▶ _Your task_
Look through the entries. Copy each line that has the word "Баженова".

▶ _Exercise materials_
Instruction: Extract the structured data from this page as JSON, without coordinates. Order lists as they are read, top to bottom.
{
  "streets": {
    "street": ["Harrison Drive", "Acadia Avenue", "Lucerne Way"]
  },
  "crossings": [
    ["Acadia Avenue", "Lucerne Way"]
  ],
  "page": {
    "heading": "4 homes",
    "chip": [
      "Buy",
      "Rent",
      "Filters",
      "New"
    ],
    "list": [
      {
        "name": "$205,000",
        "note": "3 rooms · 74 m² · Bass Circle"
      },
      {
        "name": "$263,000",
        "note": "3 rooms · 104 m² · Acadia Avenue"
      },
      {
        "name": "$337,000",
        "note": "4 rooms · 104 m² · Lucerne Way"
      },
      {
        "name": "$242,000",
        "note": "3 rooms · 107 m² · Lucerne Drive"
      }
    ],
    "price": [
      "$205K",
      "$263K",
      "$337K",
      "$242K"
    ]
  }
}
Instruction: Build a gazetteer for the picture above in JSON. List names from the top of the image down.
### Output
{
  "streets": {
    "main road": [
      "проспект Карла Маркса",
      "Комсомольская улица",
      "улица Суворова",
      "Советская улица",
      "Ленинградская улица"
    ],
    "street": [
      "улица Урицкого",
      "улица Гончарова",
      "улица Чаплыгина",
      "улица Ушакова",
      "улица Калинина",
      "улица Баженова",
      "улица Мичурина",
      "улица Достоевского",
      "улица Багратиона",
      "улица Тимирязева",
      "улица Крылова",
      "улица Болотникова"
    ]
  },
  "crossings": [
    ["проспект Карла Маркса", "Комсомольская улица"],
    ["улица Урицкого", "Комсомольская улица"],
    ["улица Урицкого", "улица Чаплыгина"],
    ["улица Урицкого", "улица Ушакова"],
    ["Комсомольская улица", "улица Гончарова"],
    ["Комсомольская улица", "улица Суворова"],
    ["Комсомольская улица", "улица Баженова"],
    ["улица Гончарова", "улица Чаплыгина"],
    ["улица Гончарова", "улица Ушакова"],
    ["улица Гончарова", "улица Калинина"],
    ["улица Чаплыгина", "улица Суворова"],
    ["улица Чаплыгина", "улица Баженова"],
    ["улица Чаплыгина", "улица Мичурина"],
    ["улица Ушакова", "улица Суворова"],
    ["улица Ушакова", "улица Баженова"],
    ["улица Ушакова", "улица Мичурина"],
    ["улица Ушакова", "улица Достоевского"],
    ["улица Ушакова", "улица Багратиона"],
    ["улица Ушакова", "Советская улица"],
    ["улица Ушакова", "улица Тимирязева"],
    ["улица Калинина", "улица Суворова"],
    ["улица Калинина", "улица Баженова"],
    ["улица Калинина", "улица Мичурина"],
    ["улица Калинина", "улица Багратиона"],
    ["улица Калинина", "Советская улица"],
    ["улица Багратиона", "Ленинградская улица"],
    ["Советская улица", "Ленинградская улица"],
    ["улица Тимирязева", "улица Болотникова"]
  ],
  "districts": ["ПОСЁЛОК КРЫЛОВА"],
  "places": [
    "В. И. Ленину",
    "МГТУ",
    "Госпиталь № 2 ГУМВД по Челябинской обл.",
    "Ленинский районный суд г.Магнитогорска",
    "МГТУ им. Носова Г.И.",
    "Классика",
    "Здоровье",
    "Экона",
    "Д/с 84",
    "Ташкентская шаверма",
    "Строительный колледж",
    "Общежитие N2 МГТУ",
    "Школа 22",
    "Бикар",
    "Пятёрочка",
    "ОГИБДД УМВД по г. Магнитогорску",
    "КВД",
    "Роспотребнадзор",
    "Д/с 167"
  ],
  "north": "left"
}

▶ _Response to the task_
      "улица Баженова",
    ["Комсомольская улица", "улица Баженова"],
    ["улица Чаплыгина", "улица Баженова"],
    ["улица Ушакова", "улица Баженова"],
    ["улица Калинина", "улица Баженова"],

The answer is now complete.